• Directions for this task: Nothing should differ between your answer and the records.

(Stored data entries)

------

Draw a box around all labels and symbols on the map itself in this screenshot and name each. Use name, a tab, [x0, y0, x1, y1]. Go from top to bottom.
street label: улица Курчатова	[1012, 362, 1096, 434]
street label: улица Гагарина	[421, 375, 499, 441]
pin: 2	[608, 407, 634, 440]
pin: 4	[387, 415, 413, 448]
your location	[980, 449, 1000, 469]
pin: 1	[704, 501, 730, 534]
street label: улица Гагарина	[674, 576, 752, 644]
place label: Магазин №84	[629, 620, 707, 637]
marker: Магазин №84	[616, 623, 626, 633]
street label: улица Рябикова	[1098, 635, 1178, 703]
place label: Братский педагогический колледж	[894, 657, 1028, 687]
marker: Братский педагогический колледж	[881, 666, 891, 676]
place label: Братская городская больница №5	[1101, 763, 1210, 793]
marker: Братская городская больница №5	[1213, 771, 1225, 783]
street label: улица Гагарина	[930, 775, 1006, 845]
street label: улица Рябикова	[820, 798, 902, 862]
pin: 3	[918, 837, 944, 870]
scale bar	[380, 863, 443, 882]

------

• Your response:
Draw a box around all labels and symbols on the map itself in this screenshot and name each. Use name, a tab, [x0, y0, x1, y1]. Go from top to bottom.
street label: улица Курчатова	[1012, 362, 1096, 434]
street label: улица Гагарина	[421, 375, 499, 441]
pin: 2	[608, 407, 634, 440]
pin: 4	[387, 415, 413, 448]
your location	[980, 449, 1000, 469]
pin: 1	[704, 501, 730, 534]
street label: улица Гагарина	[674, 576, 752, 644]
place label: Магазин №84	[629, 620, 707, 637]
marker: Магазин №84	[616, 623, 626, 633]
street label: улица Рябикова	[1098, 635, 1178, 703]
place label: Братский педагогический колледж	[894, 657, 1028, 687]
marker: Братский педагогический колледж	[881, 666, 891, 676]
place label: Братская городская больница №5	[1101, 763, 1210, 793]
marker: Братская городская больница №5	[1213, 771, 1225, 783]
street label: улица Гагарина	[930, 775, 1006, 845]
street label: улица Рябикова	[820, 798, 902, 862]
pin: 3	[918, 837, 944, 870]
scale bar	[380, 863, 443, 882]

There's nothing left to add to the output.